The railway station served him and his family and friends well by providing a quick connection to his Mor Bungalow, known as such due to a glass studded iron peacock atop the house. Mor bungalow became a landmark and set a rather high standard but led to a spurt in the construction of several villas. From a sleepy hamlet, Vile Parle was now set on the path to become a buzzing place.
Shortly after, it emerged that Gordhandas had racked up a huge debt of Rs 20 lakh, and was declared insolvent. Seth Goculdas Tejpal survived the bust following the end of the American civil war, but perhaps Gordhandas was not as lucky in his partnership with Messrs Glazebrook & Company, which dealt in cotton.

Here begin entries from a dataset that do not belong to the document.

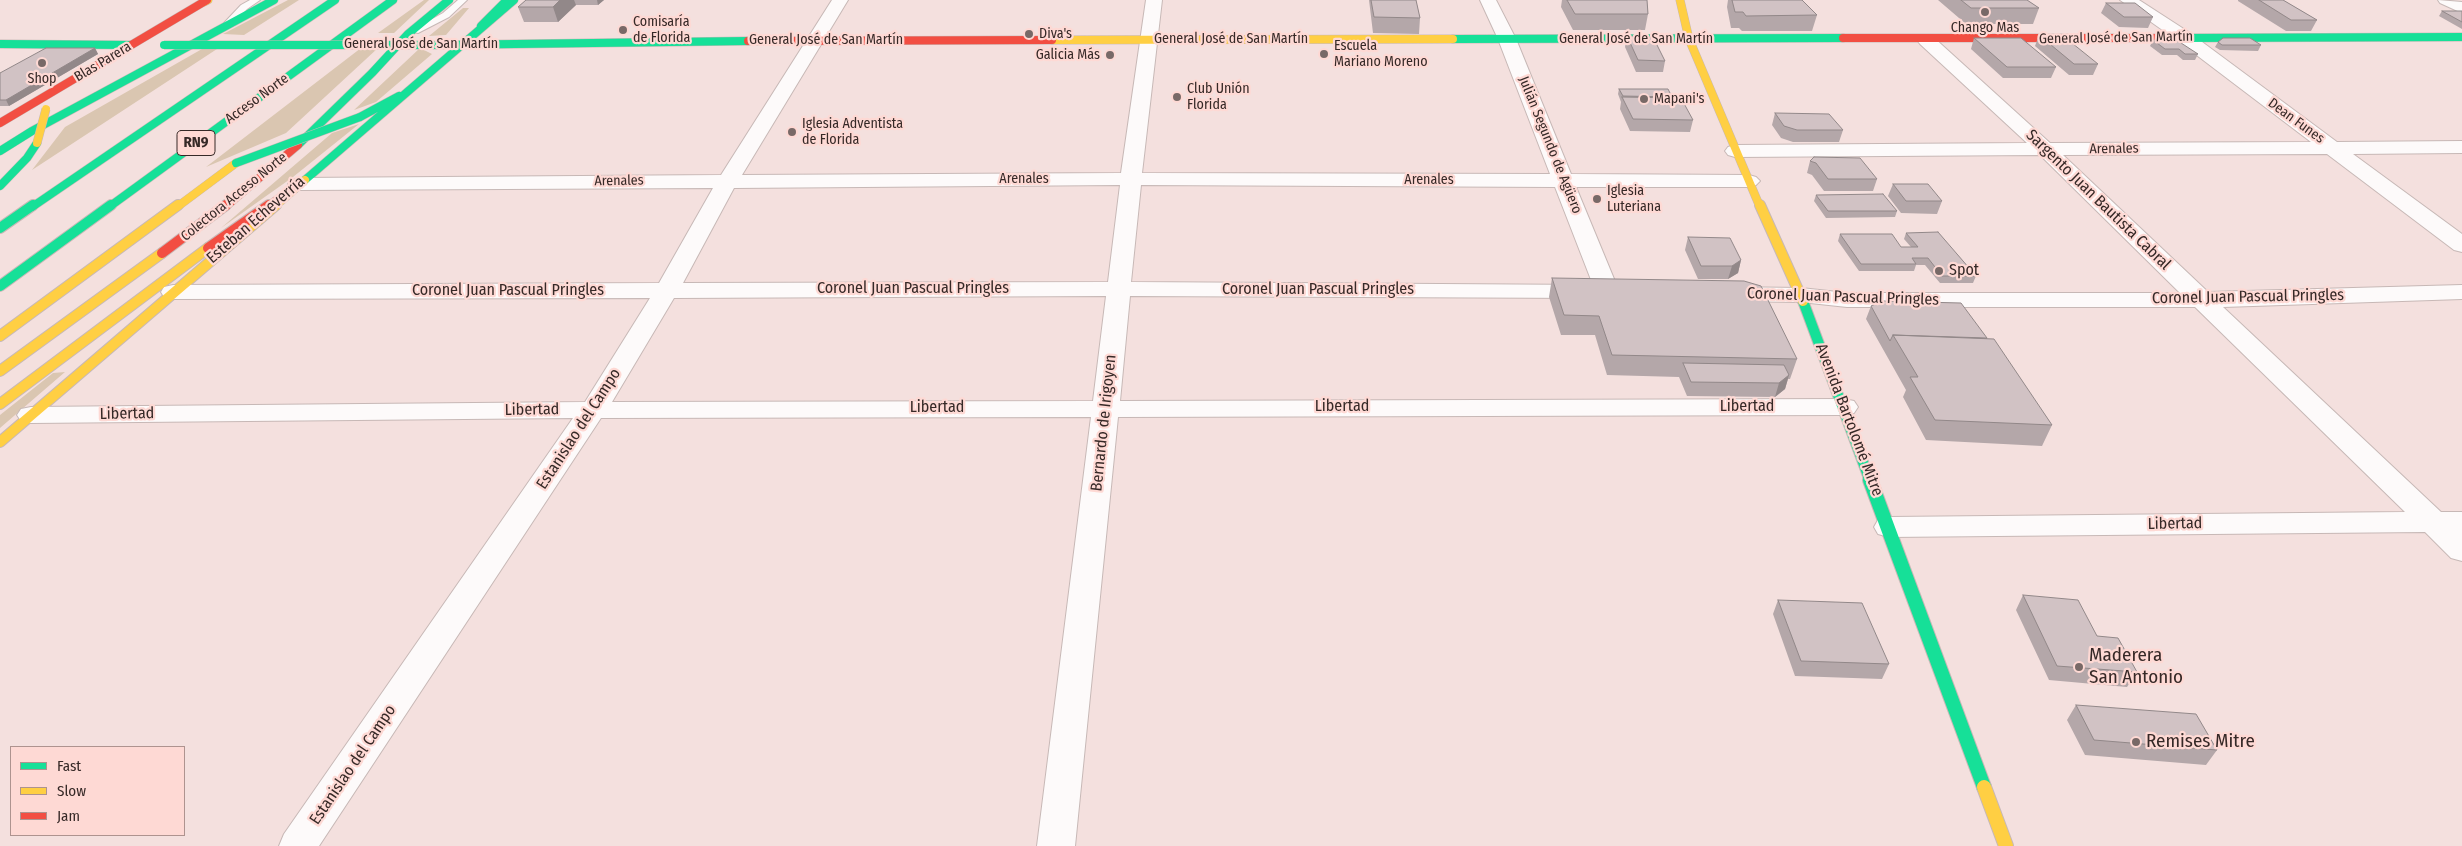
<!DOCTYPE html>
<meta charset="utf-8">
<style>
body{margin:0}
#map{position:relative;width:2462px;height:846px;overflow:hidden;background:#f4e0de;font-family:"Fira Sans Condensed",sans-serif}
canvas{display:block}
.legend{position:absolute;left:10px;top:746px;width:175px;height:90px;box-sizing:border-box;background:#fed9d4;border:1px solid #ae938f;margin:0;padding:6px 9px;list-style:none;font-size:15px;color:#362927}
.legend li{display:flex;align-items:center;gap:10px;height:25px}
.legend b{width:25px;border:1px solid #ae938f}
</style>
<div id="map">
<canvas width="2462" height="846"></canvas>
<ul class="legend">
<li><b style="height:6px;background:#16e098"></b>Fast</li>
<li><b style="height:6px;background:#ffcf43"></b>Slow</li>
<li><b style="height:6px;background:#f24e42"></b>Jam</li>
</ul>
</div>
<script>
const ctx = document.querySelector('canvas').getContext('2d');
ctx.lineJoin = 'round';
function fill(path, color) { ctx.fillStyle = color; ctx.fill(path, 'evenodd'); }
const poly = rows => new Path2D(rows.map(r => 'M' + r).join(''));
function trace(path, color, width, dash) { ctx.strokeStyle = color; ctx.lineWidth = width; ctx.lineCap = dash ? 'butt' : 'round'; ctx.setLineDash(dash || []); ctx.stroke(path); }
function write(font, color, halo, rows, align = 'center') {
  ctx.font = font + ' "Fira Sans Condensed",sans-serif'; ctx.lineWidth = 4.5; ctx.setLineDash([]); ctx.textBaseline = 'middle'; ctx.strokeStyle = halo; ctx.fillStyle = color; for (const [text, x, y, turn = 0] of rows) {
    ctx.save(); ctx.translate(x, y); ctx.rotate((+turn || 0) * Math.PI / 180); ctx.textAlign = isNaN(turn) ? turn : align; if (halo) ctx.strokeText(text, 0, 0); ctx.fillText(text, 0, 0); ctx.restore();
  }
}
const green = poly([
 [288,0,299,0,244,35,223,34],
 [424,0,429,0,394,33,378,33],
 [463,8,469,8,446,35,429,36],
 [361,48,378,48,286,133,206,167],
 [420,48,432,54,376,102,354,110],
 [202,49,217,49,32,170,65,127],
 [359,124,293,177,221,228,332,133],
 [65,372,0,428,0,415,53,373]
]);
const lane = poly([
 [250,0,260,0,247,9,230,27,224,27,224,23,241,5,250,0],
 [458,0,467,0,449,17,418,33,411,31,443,13,458,0]
]);
const street = poly([
 [832,0,848,0,742,175,1121,173,1146,0,1162,0,1142,173,1550,174,1498,39,1480,0,1496,0,1516,39,1571,174,1749,175,1756,177,1760,181,1756,185,1749,187,1576,187,1619,291,1615,296,1607,298,1598,295,1588,298,1130,296,1120,401,1844,399,1854,401,1858,407,1854,413,1844,415,1118,417,1075,846,1037,846,1091,417,601,418,319,846,279,846,284,834,573,418,31,423,21,421,17,415,21,409,31,407,585,402,650,298,173,299,164,297,161,292,164,287,173,285,659,283,713,188,299,190,292,188,288,184,292,180,299,178,721,175,832,0],
 [1120,185,1108,282,683,283,734,188,1120,185],
 [1141,185,1555,187,1593,285,1131,282,1141,185],
 [1106,296,1093,401,612,402,674,298,1106,296],
 [2120,0,2139,0,2190,33,2337,142,2462,141,2462,153,2353,154,2462,234,2462,252,2454,250,2327,154,2063,155,2208,292,2462,285,2462,299,2223,307,2441,512,2462,512,2462,561,2451,558,2425,532,1889,537,1878,534,1874,527,1878,520,1889,517,2405,512,2195,307,1847,307,1801,302,1726,301,1717,299,1714,294,1717,289,1726,287,1801,288,1847,293,2180,293,2040,155,1735,157,1728,155,1725,151,1728,147,1735,145,2027,143,1920,44,1917,40,1920,36,1926,35,1932,36,2050,143,2311,142,2178,41,2120,0],
 [2438,0,2462,2,2462,13,2440,3,2438,0]
]);
const fastFar2 = poly([
 [481,26,507,0],
 [2177,38,2462,37],
 [1453,39,1843,38],
 [0,44,131,45],
 [438,45,748,41],
 [360,117,399,96],
 [298,145,372,73,408,34,449,0],
 [0,151,32,131,274,0],
 [305,180,514,0],
 [0,186,27,158,37,143],
 [32,207,335,0],
 [109,207,393,0]
]);
const fastFar1 = poly([
 [0,228,33,205],
 [0,286,111,205],
 [1803,301,1870,481]
]);
const fast = poly([
 [1870,480,1984,787]
]);
const slowFar2 = poly([
 [1680,0,1689,39,1760,207],
 [204,2,208,0],
 [1052,40,1453,39],
 [177,207,236,163],
 [274,207,305,180]
]);
const slowFar1 = poly([
 [1760,205,1803,301],
 [0,336,178,205],
 [0,371,162,253],
 [0,404,208,248],
 [0,442,276,205]
]);
const slow = poly([
 [1984,787,2006,846]
]);
const jamFar1 = poly([
 [1843,38,2177,38],
 [748,41,1052,40],
 [0,123,207,0],
 [225,207,298,145],
 [267,207,299,184]
]);
const jam = poly([
 [208,248,269,205],
 [162,253,226,205]
]);
const fastBridge = poly([
 [164,45,438,45],
 [236,163,360,117]
]);
const slowBridge = poly([
 [37,143,46,109]
]);
const wall = poly([
 [526,0,604,0,598,5,576,5,558,22,524,22,518,7],
 [1369,0,1416,0,1420,18,1419,34,1373,33],
 [1562,0,1647,0,1648,14,1645,30,1573,30,1561,7],
 [1728,0,1802,0,1817,15,1812,31,1742,31,1739,28,1731,28,1727,7],
 [1938,0,2027,0,2039,8,2033,24,1966,24],
 [2238,0,2283,0,2317,20,2311,31,2286,31,2238,1],
 [2106,3,2153,17,2148,28,2119,27,2101,13],
 [2442,11,2462,11,2462,29,2439,16],
 [2039,35,2098,64,2093,75,2069,75,2035,46],
 [1627,36,1665,61,1663,72,1636,72,1625,47],
 [1974,38,2056,67,2051,78,2003,78,1971,49],
 [2153,40,2198,54,2195,60,2183,60,2177,55,2162,55,2150,46],
 [2218,42,2261,45,2258,51,2220,50,2215,47],
 [95,48,98,54,9,106,0,106,0,73],
 [1619,89,1672,98,1693,120,1690,132,1630,131,1620,109,1621,102,1618,94],
 [1775,113,1843,130,1839,142,1793,142,1781,138,1772,125],
 [1810,161,1877,179,1873,191,1824,191,1812,175,1807,173],
 [1893,184,1942,201,1937,214,1901,213,1888,196],
 [1816,195,1897,211,1895,217,1826,218,1814,201],
 [1906,233,1976,276,1973,283,1940,283,1925,265,1916,265,1914,271,1859,271,1838,241,1840,234,1901,247,1911,247,1904,239],
 [1688,237,1741,260,1738,273,1728,279,1698,279,1685,250],
 [1552,278,1797,359,1790,379,1788,379,1785,389,1775,397,1687,396,1679,377,1607,375,1595,335,1561,335,1549,297],
 [1871,306,1987,338,2052,425,2042,446,1926,440,1903,397,1906,390,1866,319],
 [2023,595,2097,636,2137,672,2127,687,2049,680,2016,610],
 [1778,600,1889,664,1882,679,1795,676,1773,614],
 [2076,705,2217,750,2206,765,2085,755,2067,720]
]);
const shadedWall = poly([
 [560,0,574,0,576,5,558,22,553,7],
 [597,0,604,0,598,5],
 [95,48,98,54,9,106,6,100],
 [1741,260,1738,273,1728,279,1732,266],
 [1789,375,1785,389,1775,397,1779,383]
]);
const building = poly([
 [526,0,560,0,553,7,518,7,526,0],
 [1371,0,1416,0,1420,18,1374,17,1371,0],
 [1567,0,1647,0,1648,14,1575,14,1567,0],
 [1732,0,1802,0,1817,15,1746,16,1743,12,1735,12,1732,0],
 [1961,0,2027,0,2039,8,1971,8,1961,0],
 [2259,0,2283,0,2317,20,2291,20,2259,0],
 [2106,3,2135,3,2153,17,2124,17,2106,3],
 [2442,11,2462,11,2462,22,2442,11],
 [2039,35,2062,35,2098,64,2074,64,2039,35],
 [1627,36,1653,37,1665,61,1638,60,1627,36],
 [1974,38,2021,38,2056,67,2007,67,1974,38],
 [2223,38,2250,38,2261,45,2222,45,2218,42,2223,38],
 [2153,40,2178,41,2198,54,2185,54,2179,49,2165,49,2153,40],
 [46,48,95,48,6,100,0,100,0,73,46,48],
 [1619,89,1668,89,1672,97,1623,96,1619,89],
 [1622,97,1681,98,1693,120,1633,119,1622,97],
 [1775,113,1829,114,1843,130,1797,130,1784,126,1775,113],
 [1814,157,1860,158,1877,179,1828,179,1816,163,1810,161,1814,157],
 [1893,184,1928,184,1942,201,1906,201,1893,184],
 [1883,194,1897,211,1828,211,1816,195,1883,194],
 [1938,232,1976,276,1942,276,1928,258,1912,258,1916,264,1861,264,1840,234,1892,234,1901,247,1918,247,1906,233,1938,232],
 [1688,237,1730,238,1741,260,1732,266,1701,266,1688,237],
 [1552,278,1744,281,1761,286,1797,359,1612,355,1599,316,1564,315,1552,278],
 [1882,301,1961,303,1987,338,1893,335,1890,341,1871,306,1882,301],
 [1893,335,1994,339,2052,425,1935,420,1910,377,1918,377,1893,335],
 [1683,363,1784,365,1789,375,1779,383,1691,382,1683,363],
 [2023,595,2078,600,2097,636,2118,638,2137,672,2057,666,2023,595],
 [1778,600,1862,603,1889,664,1801,661,1778,600],
 [2076,705,2196,714,2217,750,2094,740,2076,705]
]);
const markers = [
 [1985,12,5,"#786967"],
 [623,30,5,"#786967"],
 [1029,34,5,"#786967"],
 [1324,54,5,"#786967"],
 [1110,55,5,"#786967"],
 [42,63,5,"#786967"],
 [1177,97,5,"#786967"],
 [1644,99,5,"#786967"],
 [792,132,5,"#786967"],
 [1597,199,5,"#786967"],
 [1939,271,5,"#786967"],
 [2079,667,5,"#786967"],
 [2136,742,5,"#786967"]
];
const farPoinames = [
 ["Comisaría",633,22],
 ["de Florida",633,38],
 ["Chango Mas",1985,28,"center"],
 ["Diva's",1039,34],
 ["Escuela",1334,46],
 ["Mariano Moreno",1334,62],
 ["Galicia Más",1100,55,"right"],
 ["Shop",42,79,"center"],
 ["Club Unión",1187,89],
 ["Florida",1187,105],
 ["Mapani's",1654,99],
 ["Iglesia Adventista",802,124],
 ["de Florida",802,140],
 ["Iglesia",1607,191],
 ["Luteriana",1607,207]
];
const farStreetnames = [
 ["General José de San Martín",2116,38,-1],
 ["General José de San Martín",1231,39],
 ["General José de San Martín",1636,39],
 ["General José de San Martín",826,40],
 ["General José de San Martín",421,44],
 ["Blas Parera",103,62,-31],
 ["Acceso Norte",257,99,-36],
 ["Dean Funes",2296,121,36],
 ["Julián Segundo de Agüero",1550,145,68],
 ["Arenales",2114,149,-1],
 ["Arenales",1024,179],
 ["Arenales",1429,180],
 ["Arenales",619,181,-1],
 ["Colectora Acceso Norte",234,197,-39]
];
const shields = [
 [196,143,38]
];
const shieldNames = [
 ["RN9",196,143]
];
const streetNames = [
 ["Sargento Juan Bautista Cabral",2098,200,44],
 ["Esteban Echeverría",256,220,-41],
 ["Coronel Juan Pascual Pringles",913,289],
 ["Coronel Juan Pascual Pringles",1318,290],
 ["Coronel Juan Pascual Pringles",508,291],
 ["Coronel Juan Pascual Pringles",1843,297,2],
 ["Coronel Juan Pascual Pringles",2248,297,-1],
 ["Libertad",1342,407],
 ["Libertad",1747,407],
 ["Libertad",937,408],
 ["Libertad",532,410,-1],
 ["Libertad",127,414,-1],
 ["Avenida Bartolomé Mitre",1849,420,69],
 ["Bernardo de Irigoyen",1104,423,-84],
 ["Estanislao del Campo",579,429,-57],
 ["Libertad",2175,524,-1],
 ["Estanislao del Campo",353,765,-56]
];
const poiNames = [
 ["Spot",1949,271]
];
const nearPoinames = [
 ["Maderera",2089,656],
 ["San Antonio",2089,678],
 ["Remises Mitre",2146,742]
];
fill(green, '#dac6b1');
trace(lane, '#c7b8b6', 2);
trace(street, '#c7b8b6', 2);
trace(fastFar2, '#c7b8b6', 9);
trace(fastFar1, '#c7b8b6', 12);
trace(fast, '#c7b8b6', 16);
trace(slowFar2, '#c7b8b6', 9);
trace(slowFar1, '#c7b8b6', 12);
trace(slow, '#c7b8b6', 16);
trace(jamFar1, '#c7b8b6', 9);
trace(jam, '#c7b8b6', 12);
fill(lane, '#fdfafa');
fill(street, '#fdfafa');
trace(fastFar2, '#16e098', 8);
trace(fastFar1, '#16e098', 10);
trace(fast, '#16e098', 14);
trace(slowFar2, '#ffcf43', 8);
trace(slowFar1, '#ffcf43', 10);
trace(slow, '#ffcf43', 14);
trace(jamFar1, '#f24e42', 8);
trace(jam, '#f24e42', 10);
trace(fastBridge, '#c7b8b6', 9, []);
trace(slowBridge, '#c7b8b6', 9, []);
trace(fastBridge, '#16e098', 8);
trace(slowBridge, '#ffcf43', 8);
fill(wall, '#b4a7a9');
fill(shadedWall, '#928889');
fill(building, '#d1c2c4');
trace(building, '#928889', 1);
for (const [x, y, r, color] of markers) { const dot = new Path2D(); dot.arc(x, y, r, 0, 2 * Math.PI); ctx.fillStyle = color; ctx.fill(dot); trace(dot, '#fed9d4', 2); }
write('14px', '#362927', '#fed9d4', farPoinames, 'left');
write('14px', '#362927', '#fed9d4', farStreetnames);
for (const [x, y, w] of shields) { const box = new Path2D(); box.roundRect(x - w / 2, y - 12.5, w, 25, 4); ctx.fillStyle = '#fed9d4'; ctx.fill(box); trace(box, '#362927', 1); }
write('bold 15px', '#362927', null, shieldNames);
write('16px', '#362927', '#fed9d4', streetNames);
write('16px', '#362927', '#fed9d4', poiNames, 'left');
write('19px', '#362927', '#fed9d4', nearPoinames, 'left');
</script>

One of his biggest creditors was the Bank of India, which resisted all his attempts to get a discharge from the insolvency. They complained that Gordhandas continued to live in style in a bungalow and drove a motor car while choosing to not pay his debt. The bungalow and other assets, countered Gordhandas, belonged to his wife, Monghibai. The couple had a battery of lawyers which included, among others, M.A. Jinnah, who appeared on their behalf in the Bombay High Court.
Gordhandas may have been declared insolvent as a business necessity, but no one doubted that the family continued to have substantial assets. In 1926, Gordhandas passed away and his son Seth Lakshmidas Tejpal succeeded him. Lakshmidas realised early the potential of the land he inherited and sat tight on the Vile Parle property, although he too made substantial provision for charity in his own lifetime.
Sensing the market well, he built roads and sold land as individual building plots to maximise returns. One such road which he developed – situated close to the Vile Parle station east – is named after his mother Monghibai which survives to this day.
In 1935, Seth Lakshmidas sold the whole portfolio of 50,000 square yards of land in Vile Parle which had over 12 buildings. It is said that when he sold the land, the returns were hundred times over the cost at which his father had bought it just over 30 years ago! Mor Bungalow also changed hands, and was demolished in the late 1950s as the structure was deemed dangerous due to neglect and lack of regular repairs.
It became the site for a municipal market, but old-timers continued to refer it as Mor Bungalow market. It is thus no surprise that large parts of Vile Parle have the stamp of the Tejpal family – Tejpal Road, Monghibai Road, Tejpal Scheme Main Road, Tejpal Scheme Road 1, etc.
While the Parsis understandably are identified as key players in the development of Mumbai as the urbs prima in India, other communities like the Banias, Khojas, Bhatias, Bohras, East Indians, Memons, too, played an important role. The Tejpal family perhaps is one of the rare few who left their mark all over the city.